== TASK INSTRUCTIONS ==
Look for "Auken" in every line of the listing. Copy the lines that have it.

== ENTRIES PROVIDED ==
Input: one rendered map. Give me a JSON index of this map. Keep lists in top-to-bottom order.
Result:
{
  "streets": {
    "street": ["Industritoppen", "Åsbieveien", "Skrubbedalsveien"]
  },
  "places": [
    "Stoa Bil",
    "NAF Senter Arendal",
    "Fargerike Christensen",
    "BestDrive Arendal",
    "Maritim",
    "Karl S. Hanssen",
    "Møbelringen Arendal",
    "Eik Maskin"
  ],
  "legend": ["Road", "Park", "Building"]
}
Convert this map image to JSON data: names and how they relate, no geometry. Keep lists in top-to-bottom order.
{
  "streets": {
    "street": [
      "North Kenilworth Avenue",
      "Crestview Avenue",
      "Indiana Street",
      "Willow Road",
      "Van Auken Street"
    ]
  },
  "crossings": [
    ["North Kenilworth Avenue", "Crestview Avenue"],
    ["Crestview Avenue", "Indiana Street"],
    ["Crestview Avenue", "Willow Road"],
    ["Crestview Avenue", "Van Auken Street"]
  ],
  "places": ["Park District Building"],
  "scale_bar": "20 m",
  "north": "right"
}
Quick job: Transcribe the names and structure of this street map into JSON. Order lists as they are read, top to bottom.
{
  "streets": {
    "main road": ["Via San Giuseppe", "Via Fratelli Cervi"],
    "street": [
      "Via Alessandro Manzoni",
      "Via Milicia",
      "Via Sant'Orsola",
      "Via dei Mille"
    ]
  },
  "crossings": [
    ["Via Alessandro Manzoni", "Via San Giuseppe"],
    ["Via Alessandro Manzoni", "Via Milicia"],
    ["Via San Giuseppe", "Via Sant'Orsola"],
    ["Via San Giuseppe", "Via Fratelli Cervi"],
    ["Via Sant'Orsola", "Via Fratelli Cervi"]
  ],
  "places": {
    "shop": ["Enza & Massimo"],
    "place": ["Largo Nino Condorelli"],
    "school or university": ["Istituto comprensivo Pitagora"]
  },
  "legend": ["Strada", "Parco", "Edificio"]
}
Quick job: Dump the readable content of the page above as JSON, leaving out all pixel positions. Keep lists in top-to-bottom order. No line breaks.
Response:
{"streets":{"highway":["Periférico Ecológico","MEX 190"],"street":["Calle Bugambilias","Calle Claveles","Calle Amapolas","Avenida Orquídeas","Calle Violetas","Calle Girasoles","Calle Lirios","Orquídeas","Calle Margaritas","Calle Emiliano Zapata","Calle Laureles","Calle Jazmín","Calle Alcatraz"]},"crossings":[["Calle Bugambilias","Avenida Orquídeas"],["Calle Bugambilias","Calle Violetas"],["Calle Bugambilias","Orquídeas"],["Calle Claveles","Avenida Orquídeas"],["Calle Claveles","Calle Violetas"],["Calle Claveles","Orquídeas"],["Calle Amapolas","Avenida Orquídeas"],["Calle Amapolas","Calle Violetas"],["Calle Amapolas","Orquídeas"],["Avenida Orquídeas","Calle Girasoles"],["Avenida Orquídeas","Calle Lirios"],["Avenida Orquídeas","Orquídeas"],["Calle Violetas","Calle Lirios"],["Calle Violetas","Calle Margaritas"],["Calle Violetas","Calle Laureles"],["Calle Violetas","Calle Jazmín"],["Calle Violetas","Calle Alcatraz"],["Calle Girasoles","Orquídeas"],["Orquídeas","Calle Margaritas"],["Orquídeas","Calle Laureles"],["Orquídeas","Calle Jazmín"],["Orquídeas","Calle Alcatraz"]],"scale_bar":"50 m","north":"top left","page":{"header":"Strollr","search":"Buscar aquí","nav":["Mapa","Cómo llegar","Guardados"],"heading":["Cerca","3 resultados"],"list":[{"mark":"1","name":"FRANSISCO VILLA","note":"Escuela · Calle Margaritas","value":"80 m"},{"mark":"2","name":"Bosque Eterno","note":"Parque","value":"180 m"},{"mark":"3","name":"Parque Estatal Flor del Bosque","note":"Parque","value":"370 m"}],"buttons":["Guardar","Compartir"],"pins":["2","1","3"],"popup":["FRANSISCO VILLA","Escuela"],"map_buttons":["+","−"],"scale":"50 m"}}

== COMPLETED EXERCISE ==
      "Van Auken Street"
    ["Crestview Avenue", "Van Auken Street"]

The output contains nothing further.